It's best to keep them standing up. So if you have a shelf or something, or perhaps a draw that you can stand them up that would be good.

I have a couple of nail polish carousels that I keep my polishes in, here's a pic of the one that I have. I got mine at my local beauty supplier and it was relatively inexpensive.






And here is a couple pics of other styles, you can get big ones, or little ones. I guess it all depends on how much space you have.











There's just a few suggestions, hope it helps


----------



## mossaenda (Jul 16, 2007)

Wow those look fantastic, i usually buy at Sally's and i haven't seen those but i'll definitely want to try and get one, thanks for the suggestion Bec!


----------



## michal_cohen (Jul 16, 2007)

Originally Posted by *Bec688* /img/forum/go_quote.gif It's best to keep them standing up. So if you have a shelf or something, or perhaps a draw that you can stand them up that would be good. 
I have a couple of nail polish carousels that I keep my polishes in, here's a pic of the one that I have. I got mine at my local beauty supplier and it was relatively inexpensive.
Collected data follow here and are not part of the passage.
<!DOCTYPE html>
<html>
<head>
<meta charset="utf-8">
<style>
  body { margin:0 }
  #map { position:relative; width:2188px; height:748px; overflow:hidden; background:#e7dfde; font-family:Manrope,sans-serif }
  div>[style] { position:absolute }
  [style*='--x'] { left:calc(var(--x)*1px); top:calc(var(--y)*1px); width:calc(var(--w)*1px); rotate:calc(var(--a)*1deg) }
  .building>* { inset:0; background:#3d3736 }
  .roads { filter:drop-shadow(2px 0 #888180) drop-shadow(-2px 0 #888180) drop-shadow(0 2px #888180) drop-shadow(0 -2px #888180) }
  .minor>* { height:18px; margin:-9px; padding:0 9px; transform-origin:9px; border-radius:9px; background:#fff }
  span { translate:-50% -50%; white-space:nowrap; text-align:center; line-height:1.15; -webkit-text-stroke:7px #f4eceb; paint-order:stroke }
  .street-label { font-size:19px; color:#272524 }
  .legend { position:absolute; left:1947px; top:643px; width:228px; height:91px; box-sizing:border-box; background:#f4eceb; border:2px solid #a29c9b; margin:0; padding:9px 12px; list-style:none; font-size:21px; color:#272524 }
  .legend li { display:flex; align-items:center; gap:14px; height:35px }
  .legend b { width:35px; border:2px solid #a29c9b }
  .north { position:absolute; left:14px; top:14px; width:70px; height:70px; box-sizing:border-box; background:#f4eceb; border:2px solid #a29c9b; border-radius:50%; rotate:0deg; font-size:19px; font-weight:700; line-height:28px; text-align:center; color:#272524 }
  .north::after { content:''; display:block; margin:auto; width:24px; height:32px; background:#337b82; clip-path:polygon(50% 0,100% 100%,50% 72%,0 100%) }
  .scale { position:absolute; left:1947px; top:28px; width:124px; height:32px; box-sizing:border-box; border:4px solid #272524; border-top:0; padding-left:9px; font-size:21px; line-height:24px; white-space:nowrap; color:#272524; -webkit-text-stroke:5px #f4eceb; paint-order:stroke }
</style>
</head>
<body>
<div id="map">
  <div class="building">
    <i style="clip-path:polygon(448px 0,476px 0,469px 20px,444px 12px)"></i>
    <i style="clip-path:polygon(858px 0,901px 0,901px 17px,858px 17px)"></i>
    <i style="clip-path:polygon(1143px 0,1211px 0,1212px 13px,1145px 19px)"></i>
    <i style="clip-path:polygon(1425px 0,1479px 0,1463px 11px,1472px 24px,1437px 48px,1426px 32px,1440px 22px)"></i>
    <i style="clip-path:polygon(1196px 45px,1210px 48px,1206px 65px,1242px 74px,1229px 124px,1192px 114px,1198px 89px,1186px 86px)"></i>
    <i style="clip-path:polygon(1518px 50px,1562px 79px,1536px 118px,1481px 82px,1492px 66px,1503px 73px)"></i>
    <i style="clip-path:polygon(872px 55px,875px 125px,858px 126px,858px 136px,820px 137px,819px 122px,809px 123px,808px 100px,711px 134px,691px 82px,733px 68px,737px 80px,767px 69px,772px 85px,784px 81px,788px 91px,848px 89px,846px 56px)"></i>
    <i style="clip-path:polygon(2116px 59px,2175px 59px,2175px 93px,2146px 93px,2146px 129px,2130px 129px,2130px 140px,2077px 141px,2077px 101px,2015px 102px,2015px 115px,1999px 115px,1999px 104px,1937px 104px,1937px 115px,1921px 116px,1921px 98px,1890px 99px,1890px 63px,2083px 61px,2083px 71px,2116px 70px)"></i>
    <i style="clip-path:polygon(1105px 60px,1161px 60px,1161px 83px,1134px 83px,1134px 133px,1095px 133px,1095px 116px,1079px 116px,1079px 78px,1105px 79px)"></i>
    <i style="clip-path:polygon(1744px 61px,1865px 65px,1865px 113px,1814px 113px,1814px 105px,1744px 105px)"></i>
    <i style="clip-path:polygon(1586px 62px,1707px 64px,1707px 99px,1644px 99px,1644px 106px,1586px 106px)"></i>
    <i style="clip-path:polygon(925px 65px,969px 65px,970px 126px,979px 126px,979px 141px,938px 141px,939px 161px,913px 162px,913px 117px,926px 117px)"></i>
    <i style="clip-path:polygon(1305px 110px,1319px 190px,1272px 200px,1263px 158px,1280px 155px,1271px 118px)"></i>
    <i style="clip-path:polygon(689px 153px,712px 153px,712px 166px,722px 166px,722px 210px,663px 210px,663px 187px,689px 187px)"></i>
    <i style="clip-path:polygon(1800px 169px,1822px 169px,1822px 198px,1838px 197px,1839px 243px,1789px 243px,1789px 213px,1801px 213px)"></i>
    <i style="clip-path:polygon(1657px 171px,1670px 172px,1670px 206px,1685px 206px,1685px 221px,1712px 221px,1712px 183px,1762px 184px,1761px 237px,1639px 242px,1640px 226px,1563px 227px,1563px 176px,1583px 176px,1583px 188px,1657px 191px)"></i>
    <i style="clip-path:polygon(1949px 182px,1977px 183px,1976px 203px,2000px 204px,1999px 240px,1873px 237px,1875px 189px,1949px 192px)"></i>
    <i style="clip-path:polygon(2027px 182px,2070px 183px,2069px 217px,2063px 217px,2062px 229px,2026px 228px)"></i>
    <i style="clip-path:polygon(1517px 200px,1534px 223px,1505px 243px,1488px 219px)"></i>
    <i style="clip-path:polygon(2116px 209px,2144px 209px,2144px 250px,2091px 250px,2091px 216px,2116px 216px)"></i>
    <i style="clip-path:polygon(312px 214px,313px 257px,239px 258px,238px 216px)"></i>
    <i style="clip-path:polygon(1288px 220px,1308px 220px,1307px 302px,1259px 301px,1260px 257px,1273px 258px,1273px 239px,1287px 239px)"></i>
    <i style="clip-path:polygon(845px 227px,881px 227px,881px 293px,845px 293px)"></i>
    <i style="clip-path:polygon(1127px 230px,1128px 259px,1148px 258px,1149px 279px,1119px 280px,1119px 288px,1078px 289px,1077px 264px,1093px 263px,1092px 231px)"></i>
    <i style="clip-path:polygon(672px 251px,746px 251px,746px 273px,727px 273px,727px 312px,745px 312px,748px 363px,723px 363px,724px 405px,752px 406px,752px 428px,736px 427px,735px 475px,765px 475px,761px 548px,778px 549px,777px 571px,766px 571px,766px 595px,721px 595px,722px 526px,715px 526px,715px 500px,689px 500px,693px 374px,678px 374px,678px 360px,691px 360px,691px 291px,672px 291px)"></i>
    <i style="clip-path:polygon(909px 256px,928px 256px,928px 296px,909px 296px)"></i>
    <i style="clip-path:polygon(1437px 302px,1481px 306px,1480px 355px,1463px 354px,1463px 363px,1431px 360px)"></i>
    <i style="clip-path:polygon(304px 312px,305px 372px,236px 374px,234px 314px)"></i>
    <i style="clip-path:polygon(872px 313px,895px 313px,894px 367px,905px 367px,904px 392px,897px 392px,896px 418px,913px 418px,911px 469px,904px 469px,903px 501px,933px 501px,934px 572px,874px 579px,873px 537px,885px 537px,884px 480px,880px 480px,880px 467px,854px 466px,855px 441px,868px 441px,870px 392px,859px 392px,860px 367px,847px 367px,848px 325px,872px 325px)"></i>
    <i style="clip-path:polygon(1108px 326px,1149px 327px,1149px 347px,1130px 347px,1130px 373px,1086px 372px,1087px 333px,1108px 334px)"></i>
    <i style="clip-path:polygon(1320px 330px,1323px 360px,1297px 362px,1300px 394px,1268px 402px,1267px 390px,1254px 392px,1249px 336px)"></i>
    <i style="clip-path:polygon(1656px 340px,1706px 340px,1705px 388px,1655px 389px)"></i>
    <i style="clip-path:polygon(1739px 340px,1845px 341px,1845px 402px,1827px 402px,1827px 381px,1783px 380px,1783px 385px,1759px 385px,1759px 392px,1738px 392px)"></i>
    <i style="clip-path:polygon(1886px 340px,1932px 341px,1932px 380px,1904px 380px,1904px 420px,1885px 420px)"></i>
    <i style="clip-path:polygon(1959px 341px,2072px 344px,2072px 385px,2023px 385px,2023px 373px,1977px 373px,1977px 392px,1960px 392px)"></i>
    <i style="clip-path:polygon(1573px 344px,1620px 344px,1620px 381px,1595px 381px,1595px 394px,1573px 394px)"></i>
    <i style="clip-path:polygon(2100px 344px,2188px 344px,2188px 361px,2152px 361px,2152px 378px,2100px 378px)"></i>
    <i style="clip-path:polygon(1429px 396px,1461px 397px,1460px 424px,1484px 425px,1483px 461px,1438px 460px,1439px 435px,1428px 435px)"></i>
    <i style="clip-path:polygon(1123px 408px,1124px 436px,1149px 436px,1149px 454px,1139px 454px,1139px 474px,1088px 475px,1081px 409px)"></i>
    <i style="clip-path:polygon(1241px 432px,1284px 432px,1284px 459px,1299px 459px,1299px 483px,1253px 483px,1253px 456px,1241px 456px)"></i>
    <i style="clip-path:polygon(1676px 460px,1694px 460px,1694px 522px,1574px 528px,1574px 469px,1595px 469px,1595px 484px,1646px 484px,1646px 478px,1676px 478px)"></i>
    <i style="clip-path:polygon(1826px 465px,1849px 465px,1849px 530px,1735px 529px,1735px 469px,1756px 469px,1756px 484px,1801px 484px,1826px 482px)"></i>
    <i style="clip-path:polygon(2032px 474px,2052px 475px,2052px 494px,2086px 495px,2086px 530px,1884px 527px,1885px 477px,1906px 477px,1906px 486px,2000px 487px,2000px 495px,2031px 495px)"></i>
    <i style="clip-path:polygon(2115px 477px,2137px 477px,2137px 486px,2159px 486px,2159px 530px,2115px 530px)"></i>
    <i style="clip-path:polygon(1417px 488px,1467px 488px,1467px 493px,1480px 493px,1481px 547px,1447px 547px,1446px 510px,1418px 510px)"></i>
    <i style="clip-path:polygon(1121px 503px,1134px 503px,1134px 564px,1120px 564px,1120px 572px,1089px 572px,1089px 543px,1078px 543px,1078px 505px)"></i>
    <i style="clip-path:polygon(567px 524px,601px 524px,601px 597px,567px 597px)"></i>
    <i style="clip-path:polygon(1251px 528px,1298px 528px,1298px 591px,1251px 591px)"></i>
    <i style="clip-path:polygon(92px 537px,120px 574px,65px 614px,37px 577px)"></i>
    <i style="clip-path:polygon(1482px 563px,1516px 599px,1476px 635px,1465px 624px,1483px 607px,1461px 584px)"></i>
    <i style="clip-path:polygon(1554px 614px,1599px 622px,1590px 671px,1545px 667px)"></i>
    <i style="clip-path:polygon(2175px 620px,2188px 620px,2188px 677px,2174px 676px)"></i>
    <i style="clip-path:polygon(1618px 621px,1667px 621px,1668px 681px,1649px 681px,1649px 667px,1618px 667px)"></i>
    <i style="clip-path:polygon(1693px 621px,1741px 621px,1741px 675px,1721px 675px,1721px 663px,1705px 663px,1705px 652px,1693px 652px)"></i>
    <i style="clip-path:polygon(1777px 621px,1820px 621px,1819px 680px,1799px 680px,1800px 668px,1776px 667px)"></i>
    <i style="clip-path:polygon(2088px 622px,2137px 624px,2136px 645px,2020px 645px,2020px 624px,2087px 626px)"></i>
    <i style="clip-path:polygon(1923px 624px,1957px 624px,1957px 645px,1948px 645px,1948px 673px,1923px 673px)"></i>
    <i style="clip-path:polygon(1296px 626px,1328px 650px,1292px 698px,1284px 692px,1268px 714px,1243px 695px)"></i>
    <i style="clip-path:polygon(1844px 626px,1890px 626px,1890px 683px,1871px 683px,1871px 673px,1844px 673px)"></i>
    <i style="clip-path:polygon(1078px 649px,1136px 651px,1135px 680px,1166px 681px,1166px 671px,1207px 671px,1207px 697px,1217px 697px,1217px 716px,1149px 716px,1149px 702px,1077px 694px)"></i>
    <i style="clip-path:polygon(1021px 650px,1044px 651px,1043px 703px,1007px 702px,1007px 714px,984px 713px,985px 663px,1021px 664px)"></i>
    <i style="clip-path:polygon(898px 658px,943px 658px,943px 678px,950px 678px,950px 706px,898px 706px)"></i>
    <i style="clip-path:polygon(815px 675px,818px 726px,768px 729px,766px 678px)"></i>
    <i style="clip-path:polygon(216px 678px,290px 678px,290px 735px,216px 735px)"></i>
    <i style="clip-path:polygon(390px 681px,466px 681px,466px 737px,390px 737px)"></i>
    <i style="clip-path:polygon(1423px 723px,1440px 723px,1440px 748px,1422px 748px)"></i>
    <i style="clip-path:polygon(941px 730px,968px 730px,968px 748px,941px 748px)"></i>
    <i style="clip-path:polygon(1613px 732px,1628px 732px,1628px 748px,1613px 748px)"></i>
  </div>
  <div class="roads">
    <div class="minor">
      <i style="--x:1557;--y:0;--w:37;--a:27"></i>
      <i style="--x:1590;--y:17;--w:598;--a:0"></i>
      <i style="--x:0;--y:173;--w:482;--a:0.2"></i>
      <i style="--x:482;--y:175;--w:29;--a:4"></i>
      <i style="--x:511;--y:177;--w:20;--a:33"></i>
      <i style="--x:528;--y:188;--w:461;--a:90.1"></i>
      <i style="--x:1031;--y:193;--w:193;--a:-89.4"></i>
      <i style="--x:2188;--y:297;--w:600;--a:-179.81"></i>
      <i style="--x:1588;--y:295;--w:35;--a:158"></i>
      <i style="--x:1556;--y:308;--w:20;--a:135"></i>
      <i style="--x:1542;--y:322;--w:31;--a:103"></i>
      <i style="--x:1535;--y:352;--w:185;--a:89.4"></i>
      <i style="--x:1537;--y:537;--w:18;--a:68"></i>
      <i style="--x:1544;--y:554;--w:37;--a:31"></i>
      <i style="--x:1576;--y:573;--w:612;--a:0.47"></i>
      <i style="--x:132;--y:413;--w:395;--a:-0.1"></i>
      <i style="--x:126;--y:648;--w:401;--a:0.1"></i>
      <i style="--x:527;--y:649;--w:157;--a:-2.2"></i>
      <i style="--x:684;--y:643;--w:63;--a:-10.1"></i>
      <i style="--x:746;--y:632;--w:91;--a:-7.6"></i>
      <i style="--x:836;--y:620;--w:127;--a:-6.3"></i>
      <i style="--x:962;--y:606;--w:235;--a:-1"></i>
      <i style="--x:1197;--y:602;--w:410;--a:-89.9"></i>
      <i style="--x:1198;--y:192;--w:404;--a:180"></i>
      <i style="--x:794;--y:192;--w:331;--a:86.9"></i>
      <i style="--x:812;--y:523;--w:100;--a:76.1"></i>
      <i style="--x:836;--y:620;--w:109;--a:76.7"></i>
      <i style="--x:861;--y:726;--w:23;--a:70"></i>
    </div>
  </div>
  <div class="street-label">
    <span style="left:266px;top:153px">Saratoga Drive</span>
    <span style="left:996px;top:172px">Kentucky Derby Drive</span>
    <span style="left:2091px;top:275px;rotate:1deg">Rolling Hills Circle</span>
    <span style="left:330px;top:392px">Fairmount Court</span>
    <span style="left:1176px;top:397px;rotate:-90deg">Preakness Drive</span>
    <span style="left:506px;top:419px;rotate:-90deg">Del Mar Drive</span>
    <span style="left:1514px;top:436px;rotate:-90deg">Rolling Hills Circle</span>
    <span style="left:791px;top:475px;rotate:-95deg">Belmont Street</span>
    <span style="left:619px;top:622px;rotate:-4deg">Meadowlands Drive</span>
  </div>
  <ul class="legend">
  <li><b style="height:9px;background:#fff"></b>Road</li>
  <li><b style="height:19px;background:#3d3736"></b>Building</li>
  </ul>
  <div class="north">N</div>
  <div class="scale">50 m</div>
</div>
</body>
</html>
http://i25.photobucket.com/albums/c9...ratingRack.jpg

And here is a couple pics of other styles, you can get big ones, or little ones. I guess it all depends on how much space you have.

http://i25.photobucket.com/albums/c9...gTableRack.jpg

http://i25.photobucket.com/albums/c9...2PieceRack.jpg

There's just a few suggestions, hope it helps





that look so cool i just put them in a big cann


----------



## Bec688 (Jul 17, 2007)

You're welcome



It keeps them upright and neat and you can find the colour you want easily. Ask next time you're in you're beauty supplier, it can't hurt.


----------



## ivette (Jul 17, 2007)

store them away from direct sunlight- in a cool place

they'll last longer


----------



## Sheikah (Jul 17, 2007)

Yay another Puertorican! I have my nail polishes in a traincase too I don't really mind it but those Bec posted look really nice!


----------



## kaylin_marie (Jul 17, 2007)

The sally I work at has a deal where you buy a certain amount of nail polishes (fingerpaints brand) and you get a display shelf...but I don't know how big they are I haven't seen the ones you get for free. Anyway, I keep mine in a display kind of like the last one pictured above. But I have too many to fit in it, so I keep my favorites in that and the others in a plastic drawer. (those little plastic stackable multi drawer things. I really want a carosel like the first one.


----------



## Colorlicious (Jul 17, 2007)

is it true that it is good to put nail polishes in the refridgerator? i know this is random but just thought of this


----------



## Bec688 (Jul 17, 2007)

Originally Posted by *ivette* /img/forum/go_quote.gif store them away from direct sunlight- in a cool placethey'll last longer

Yup, definitely keep them out of direct sunlight or away from heaters, places like that. The nail polish can discolour and of course dry out.

Originally Posted by *Colorlicious* /img/forum/go_quote.gif is it true that it is good to put nail polishes in the refridgerator? i know this is random but just thought of this Nah, it's best to keep them at room temp.


----------



## pinksugar (Jul 17, 2007)

those display cabinet things look so sexy! I have exactly the same problem - I keep all my nail polish products in one section of my makeup train case, but you can't see the colours easily.

The only bad thing about those display things that I can see, is if you've got different brands of nailpolish, and the bottles are different sizes - it wouldn't look as pretty to display.


----------



## chinadoll (Jul 30, 2007)

Plastic box.


----------